Records for processing below:

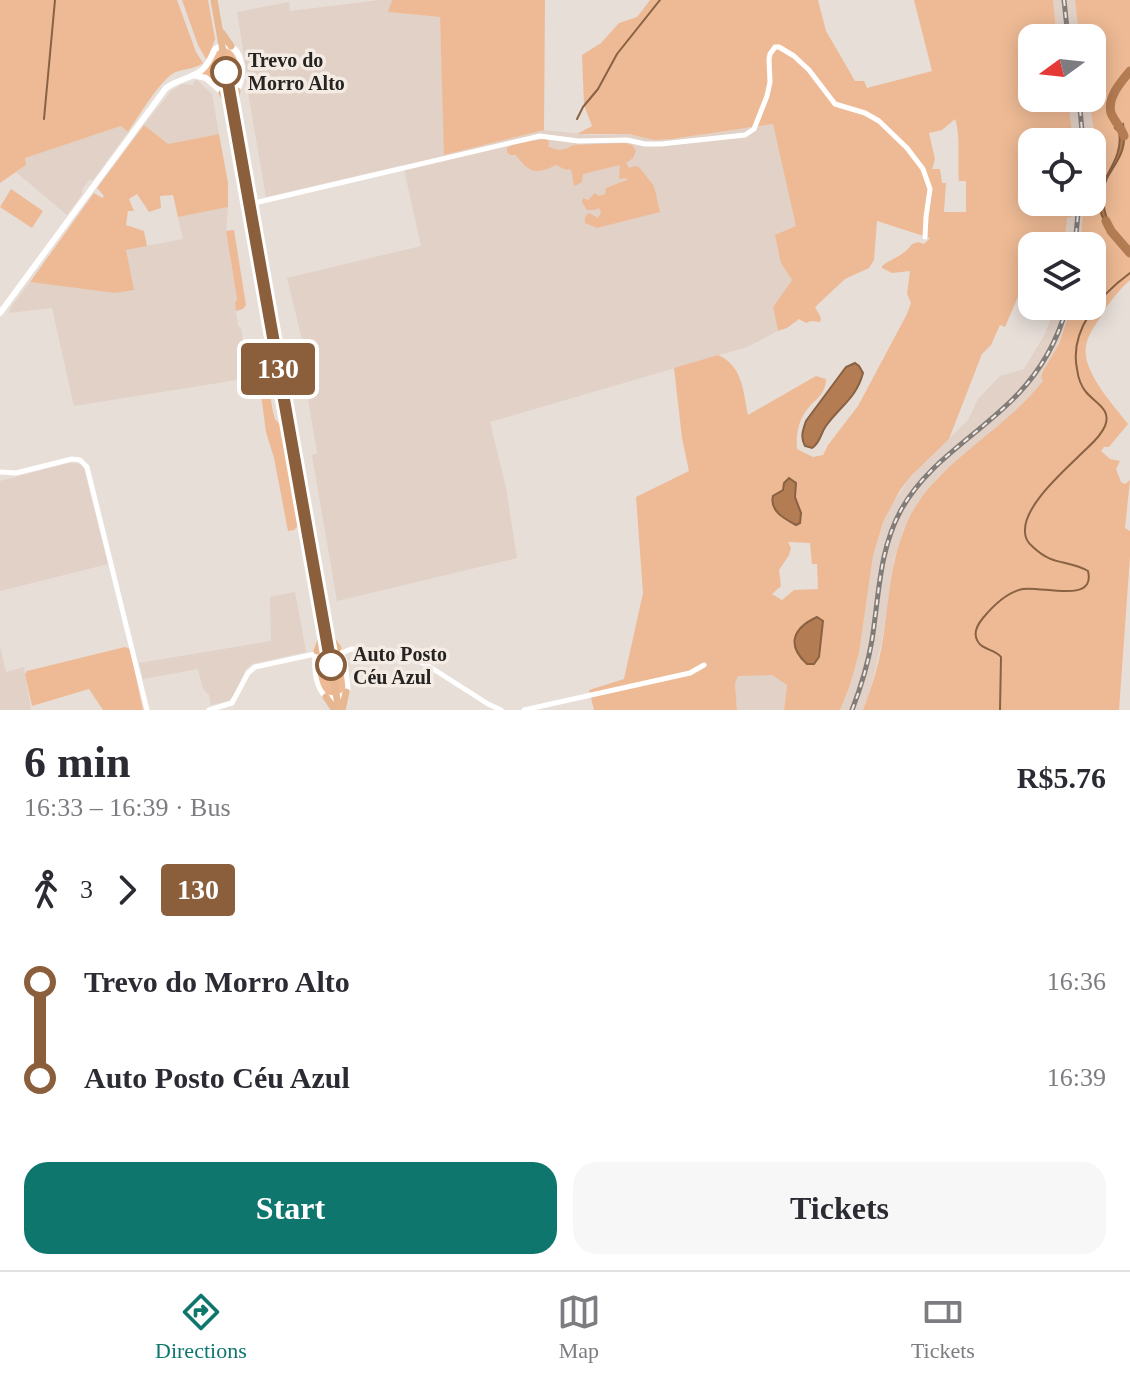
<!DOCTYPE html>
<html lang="en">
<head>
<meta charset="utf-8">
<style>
  :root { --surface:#fff; --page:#f7f7f7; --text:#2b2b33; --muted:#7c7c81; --line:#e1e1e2; --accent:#0f766e }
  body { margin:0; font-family:Georgia,serif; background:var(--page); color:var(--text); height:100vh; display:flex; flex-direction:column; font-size:30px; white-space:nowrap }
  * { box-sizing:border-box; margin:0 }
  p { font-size:26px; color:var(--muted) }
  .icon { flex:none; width:44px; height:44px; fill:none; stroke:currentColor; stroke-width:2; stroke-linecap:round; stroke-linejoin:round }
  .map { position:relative; height:710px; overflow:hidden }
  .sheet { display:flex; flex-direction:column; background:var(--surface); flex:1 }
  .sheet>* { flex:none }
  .badge { padding:0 16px; border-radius:6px; font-size:28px; line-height:52px }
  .needle { width:52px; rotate:255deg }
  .controls { position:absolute; left:1018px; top:24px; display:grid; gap:16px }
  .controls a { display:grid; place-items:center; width:88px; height:88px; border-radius:16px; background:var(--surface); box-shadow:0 4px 20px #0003; font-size:40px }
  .map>.badge { position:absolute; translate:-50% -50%; box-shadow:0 0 0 4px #fff }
  .legs { display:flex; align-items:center; gap:12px; height:88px; padding:0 24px; font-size:26px }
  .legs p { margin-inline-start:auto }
  .head { display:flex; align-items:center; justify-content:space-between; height:136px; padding:0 24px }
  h1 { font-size:44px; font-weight:700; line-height:60px }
  .action { display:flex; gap:16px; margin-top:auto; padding:16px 24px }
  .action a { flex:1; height:92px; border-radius:24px; background:var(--accent); color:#fff; font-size:32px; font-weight:700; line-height:92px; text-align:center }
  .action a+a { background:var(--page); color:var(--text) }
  ul { padding:0 24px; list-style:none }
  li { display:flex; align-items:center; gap:28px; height:96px; font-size:30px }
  li i { display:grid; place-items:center; width:12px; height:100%; margin:0 10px; background:currentColor }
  li i::after { content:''; width:20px; height:20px; margin:-10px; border:6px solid; border-radius:50%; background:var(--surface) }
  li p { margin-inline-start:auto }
  li:first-child i { background:linear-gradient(#0000 50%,currentColor 0) }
  li:last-child i { background:linear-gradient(currentColor 50%,#0000 0) }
  .tab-bar { display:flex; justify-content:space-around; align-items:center; height:112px; border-top:2px solid var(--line); background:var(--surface); font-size:22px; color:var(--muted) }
  .tab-bar a { display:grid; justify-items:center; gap:4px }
  .tab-bar .selected { color:var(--accent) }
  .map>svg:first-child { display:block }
  .built { fill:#e1d1c6 }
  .green { fill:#eeba95; fill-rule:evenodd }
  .water { fill:#b47c52; stroke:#896143; stroke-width:2 }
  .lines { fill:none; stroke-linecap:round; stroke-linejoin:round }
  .stream { stroke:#896143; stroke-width:2 }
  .river { stroke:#b47c52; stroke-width:9 }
  .street { stroke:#fff; stroke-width:5 }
  .secondary { stroke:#fff; stroke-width:6 }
  .primary { stroke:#e7b791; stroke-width:7 }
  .rail-casing { stroke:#827c78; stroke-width:5 }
  .rail { stroke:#f4ebe5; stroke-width:2; stroke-dasharray:6; stroke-linecap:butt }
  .line-1-casing { stroke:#fff; stroke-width:18 }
  .line-1 { stroke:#8b5e3c; stroke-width:12 }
  .stop-1-dot { fill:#fff; stroke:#8b5e3c; stroke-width:4 }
  .labels { text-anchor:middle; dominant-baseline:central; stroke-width:7; stroke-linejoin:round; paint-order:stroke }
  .stop-label { font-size:20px; font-weight:bold; fill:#262320; stroke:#f4ebe5; text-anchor:start }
</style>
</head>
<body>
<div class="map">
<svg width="1130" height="710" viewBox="0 0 1130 710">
  <rect width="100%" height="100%" fill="#e7ded8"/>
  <path class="built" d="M380 0H392L389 12 440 17 445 155 544 130 590 135 629 134 654 140 672 139 773 124 797 226 781 263 792 280 773 307 778 331 747 347 490 422 506 488 517 558 337 601 312 455 317 453 302 362 307 360 287 278 421 246 403 165 266 197 245 75 247 73 237 12 289 2 290 11Z
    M1053 0H1075L1079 38H1057Z
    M197 80 212 94 219 134 168 144 144 125 171 91 182 84 193 85 194 81Z
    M1068 98H1089L1094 132V154H1092V142H1073Z
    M121 126 128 132 93 180H89L82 190V194L67 215 16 172 26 165 24 158Z
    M1068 202H1084L1080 246H1064Z
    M228 207 226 231 237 299 235 303 238 326 241 328 249 378 74 406 52 308 9 313 11 307 30 282 115 293 133 290 125 250 183 239 178 217Z
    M1055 306H1072L1059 344 1043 371 1041 377 1044 381 1013 414 938 478 918 502 903 530 894 560 882 641 870 691 863 710H840L850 685 859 653 873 556 883 522 891 506 911 476 968 420 978 399 1000 376 1024 369 1045 334Z
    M69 463 81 464 84 469 108 564 0 591V481Z
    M295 592 306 652 252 664 246 669 235 694 228 701 211 705 209 695 203 689 198 669 143 679 139 663 271 641 270 597Z
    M0 647 6 672 24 667 31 710H0Z
    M738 675H772L787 685 784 710H737L735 683Z"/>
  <path class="green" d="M0 0H177L196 52 203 63C194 70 182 68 172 74 158 84 138 117 128 132L121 126 25 158 26 165 0 183Z
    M182 0H208L215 39 207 61 198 45Z
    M392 0H545L544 130 444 155 440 17 388 12Z
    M650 0H818L826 31 855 81H864L867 88 932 71 914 0H1053L1057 38H1032V98H1068L1073 142H1032V202H1074L1073 216 1067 218 1064 246H1032V272L1029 271 1005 327 1000 325 991 345 982 354 949 439 911 476 900 490 883 522 873 556 859 653 850 685 840 710H784L787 685 772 675 738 676 735 683 737 710H594L589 690 624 679 643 593 636 497 689 471 682 438 674 368 718 355C743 366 743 391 748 415L816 376 826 379C825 397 815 398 806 411 798 422 796 435 797 449L813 457 823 455 828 445 858 406 907 314 911 303 907 294 910 271 892 273 882 268V266C892 258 904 256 912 244L918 242 924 244 930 238 877 221 874 260 869 268 845 279 815 307 821 318 820 322 811 321 806 323 799 319 787 328 778 331 773 307 792 280 781 263 775 235 796 226 773 124 672 139 654 140 629 134H577L592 126 584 105 582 55 601 43 619 23 637 17ZM955 119C961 136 957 162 959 181H966V212H944L946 183H942L940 169H932L935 159 929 133 942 130ZM788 542 810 543 812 564H817L818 589 794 590 782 600 772 594 781 586 779 570 789 555 791 548Z
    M1075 0H1130V280C1117 292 1108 304 1099 319 1094 327 1089 334 1087 342 1078 368 1113 404 1128 424L1109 447H1104L1101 451 1110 459 1120 461 1116 469 1121 482 1125 484 1130 480 1125 528 1130 531V557L1119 710H863C872 687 879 664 883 639 890 593 891 545 917 504 948 457 1007 427 1043 381L1041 377 1043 371 1059 344 1072 306H1092V246H1080L1084 202H1092L1094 132 1089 98H1092V38H1079Z
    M227 47C240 59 243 71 237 88L228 92 198 74 216 50Z
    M144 125 168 144 219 134 228 183V207L178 217 173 195 160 196 161 208 149 212 137 194 129 199 134 211H128L126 225 144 231 147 246 126 250 134 290 115 293 30 282 94 193 102 198 104 196 97 188Z
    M545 139 549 141 548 146C556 151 565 151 573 145L625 143 632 145 636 151 633 158 626 163 629 168 635 166 639 167 654 186 660 212 597 228 585 223V217L589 213 598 218 601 213 599 208 594 210H587L582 202 583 198 588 200 595 193 599 196 605 194 606 188 627 180V178L619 179 620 165 583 174 582 182 575 186C571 180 574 174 570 169L566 170 556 165C537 175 528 173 516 155H510L507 152V148L513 144Z
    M11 189 43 211 32 228 0 207Z
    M234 230 246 305 243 309 236 311 235 303 237 299 226 231Z
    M262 361 265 366 273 412 275 419 282 427 297 506 298 526 294 530 288 531 274 458 266 432 257 364Z
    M125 647 130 649 143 710H103L89 689 32 706 25 674 27 671Z
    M335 649 343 659 346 688 341 694C338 695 331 697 328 695 317 690 312 660 322 652 325 650 332 650 335 649Z"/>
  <path class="water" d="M1123 124C1130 161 1105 167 1103 193 1102 206 1107 219 1111 231 1077 187 1126 171 1119 132L1115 128Z
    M855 363 859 366 863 373C856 399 840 406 826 426 820 434 821 442 812 448L805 446C800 437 803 430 806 421L846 367Z
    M789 478 796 483 795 497 801 513 800 523 796 525C785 519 769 511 773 496L783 490 784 483Z
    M817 617 823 621 819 657 814 664H807C786 645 793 628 817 617Z"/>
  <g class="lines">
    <path class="stream" d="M44 119 55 0
      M577 119 583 107 598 89 617 54 660 0
      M1000 710 1001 657C995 649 981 650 977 640 973 632 978 624 983 618 993 606 1007 592 1023 589 1043 586 1096 604 1088 571 1067 559 1054 567 1033 547 1028 543 1025 538 1025 532 1023 506 1064 471 1081 454 1089 446 1100 438 1105 426 1112 409 1095 403 1086 392 1081 386 1078 377 1077 369 1069 330 1100 295 1130 273"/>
    <path class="river" d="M1124 136C1121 127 1114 121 1111 113 1107 97 1121 82 1130 71
      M1106 221 1111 231 1130 253"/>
    <path class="street" d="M250 204 540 136 578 141 627 140 645 144H661L745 135 754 129 767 96 770 82 769 59 770 54 775 47H779L794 56 809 70 835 104 865 113 879 121 907 148 923 169 930 189 926 217 925 237
      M0 472 16 473 72 459 80 460 87 467 147 710
      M327 646 338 648 345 661 348 688C344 698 335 699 326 697 315 687 314 668 315 654L320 649Z
      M342 653 351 649 398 652 427 665 488 704 501 710
      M209 710 232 703 248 673 255 667 315 654
      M524 710 690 673 704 665"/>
    <path class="secondary" d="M193 75 206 78 223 93
      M0 313 166 88C178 79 197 77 204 68 209 63 212 55 215 49 241 33 250 78 234 93"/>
    <path class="primary" d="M214 0 339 710
      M222 33 231 46
      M222 93 230 106
      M234 106 237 91
      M327 633 338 648
      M317 651 323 635
      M326 697 335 710
      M342 710 346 692"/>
    <defs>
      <path id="rail" d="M1064 0 1068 38
        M1079 98 1083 142
        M1075 246 1079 202
        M852 710C861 687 868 664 872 640 879 596 879 550 901 510 928 461 979 435 1017 395 1041 370 1058 340 1067 306"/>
    </defs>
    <use href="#rail" class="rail-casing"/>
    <use href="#rail" class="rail"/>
  </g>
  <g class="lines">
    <defs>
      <path id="line-1" d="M226 72 331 665"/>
    </defs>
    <use href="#line-1" class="line-1-casing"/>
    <use href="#line-1" class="line-1"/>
  </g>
  <g class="stop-1-dot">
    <circle cx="226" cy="72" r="14"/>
    <circle cx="331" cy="665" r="14"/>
  </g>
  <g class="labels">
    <g class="stop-label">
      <text x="248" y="60">Trevo do<tspan x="248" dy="23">Morro Alto</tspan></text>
      <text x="353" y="654">Auto Posto<tspan x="353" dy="23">Céu Azul</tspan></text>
    </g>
  </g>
</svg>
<div class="controls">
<a><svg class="needle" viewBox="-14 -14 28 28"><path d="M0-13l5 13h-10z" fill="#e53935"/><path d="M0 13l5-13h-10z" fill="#7c7c81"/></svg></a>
<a><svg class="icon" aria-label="locate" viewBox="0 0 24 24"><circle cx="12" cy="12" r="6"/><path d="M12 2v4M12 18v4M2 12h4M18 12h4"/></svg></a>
<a><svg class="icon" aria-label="layers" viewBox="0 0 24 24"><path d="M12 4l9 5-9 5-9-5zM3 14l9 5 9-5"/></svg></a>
</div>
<b class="badge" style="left:278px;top:369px;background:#8b5e3c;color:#fff">130</b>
</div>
<section class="sheet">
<div class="head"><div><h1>6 min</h1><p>16:33 – 16:39 · Bus</p></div><b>R$5.76</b></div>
<div class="legs"><svg class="icon" aria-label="walk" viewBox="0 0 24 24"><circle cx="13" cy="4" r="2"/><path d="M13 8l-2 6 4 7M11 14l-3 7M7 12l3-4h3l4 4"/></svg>3<svg class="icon" aria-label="forward" viewBox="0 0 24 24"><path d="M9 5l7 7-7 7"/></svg><b class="badge" style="background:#8b5e3c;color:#fff">130</b></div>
<ul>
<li><i style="color:#8b5e3c"></i><b>Trevo do Morro Alto</b><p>16:36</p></li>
<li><i style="color:#8b5e3c"></i><b>Auto Posto Céu Azul</b><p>16:39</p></li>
</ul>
<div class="action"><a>Start</a><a>Tickets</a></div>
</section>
<nav class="tab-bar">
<a class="selected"><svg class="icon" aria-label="directions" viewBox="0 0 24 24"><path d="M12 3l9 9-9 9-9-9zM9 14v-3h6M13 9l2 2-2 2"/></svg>Directions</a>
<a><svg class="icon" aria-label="map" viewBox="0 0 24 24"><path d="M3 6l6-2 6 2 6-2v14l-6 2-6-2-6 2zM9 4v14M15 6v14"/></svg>Map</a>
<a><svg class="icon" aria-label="tickets" viewBox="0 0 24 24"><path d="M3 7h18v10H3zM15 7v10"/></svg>Tickets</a>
</nav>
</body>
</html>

End of Records for processing.

Exercise brief: Repeat, character for character, the lines of the material above from the line with "M262 361 265" through the line with "M1075 246 1079 202".

Answer space:
    M262 361 265 366 273 412 275 419 282 427 297 506 298 526 294 530 288 531 274 458 266 432 257 364Z
    M125 647 130 649 143 710H103L89 689 32 706 25 674 27 671Z
    M335 649 343 659 346 688 341 694C338 695 331 697 328 695 317 690 312 660 322 652 325 650 332 650 335 649Z"/>
  <path class="water" d="M1123 124C1130 161 1105 167 1103 193 1102 206 1107 219 1111 231 1077 187 1126 171 1119 132L1115 128Z
    M855 363 859 366 863 373C856 399 840 406 826 426 820 434 821 442 812 448L805 446C800 437 803 430 806 421L846 367Z
    M789 478 796 483 795 497 801 513 800 523 796 525C785 519 769 511 773 496L783 490 784 483Z
    M817 617 823 621 819 657 814 664H807C786 645 793 628 817 617Z"/>
  <g class="lines">
    <path class="stream" d="M44 119 55 0
      M577 119 583 107 598 89 617 54 660 0
      M1000 710 1001 657C995 649 981 650 977 640 973 632 978 624 983 618 993 606 1007 592 1023 589 1043 586 1096 604 1088 571 1067 559 1054 567 1033 547 1028 543 1025 538 1025 532 1023 506 1064 471 1081 454 1089 446 1100 438 1105 426 1112 409 1095 403 1086 392 1081 386 1078 377 1077 369 1069 330 1100 295 1130 273"/>
    <path class="river" d="M1124 136C1121 127 1114 121 1111 113 1107 97 1121 82 1130 71
      M1106 221 1111 231 1130 253"/>
    <path class="street" d="M250 204 540 136 578 141 627 140 645 144H661L745 135 754 129 767 96 770 82 769 59 770 54 775 47H779L794 56 809 70 835 104 865 113 879 121 907 148 923 169 930 189 926 217 925 237
      M0 472 16 473 72 459 80 460 87 467 147 710
      M327 646 338 648 345 661 348 688C344 698 335 699 326 697 315 687 314 668 315 654L320 649Z
      M342 653 351 649 398 652 427 665 488 704 501 710
      M209 710 232 703 248 673 255 667 315 654
      M524 710 690 673 704 665"/>
    <path class="secondary" d="M193 75 206 78 223 93
      M0 313 166 88C178 79 197 77 204 68 209 63 212 55 215 49 241 33 250 78 234 93"/>
    <path class="primary" d="M214 0 339 710
      M222 33 231 46
      M222 93 230 106
      M234 106 237 91
      M327 633 338 648
      M317 651 323 635
      M326 697 335 710
      M342 710 346 692"/>
    <defs>
      <path id="rail" d="M1064 0 1068 38
        M1079 98 1083 142
        M1075 246 1079 202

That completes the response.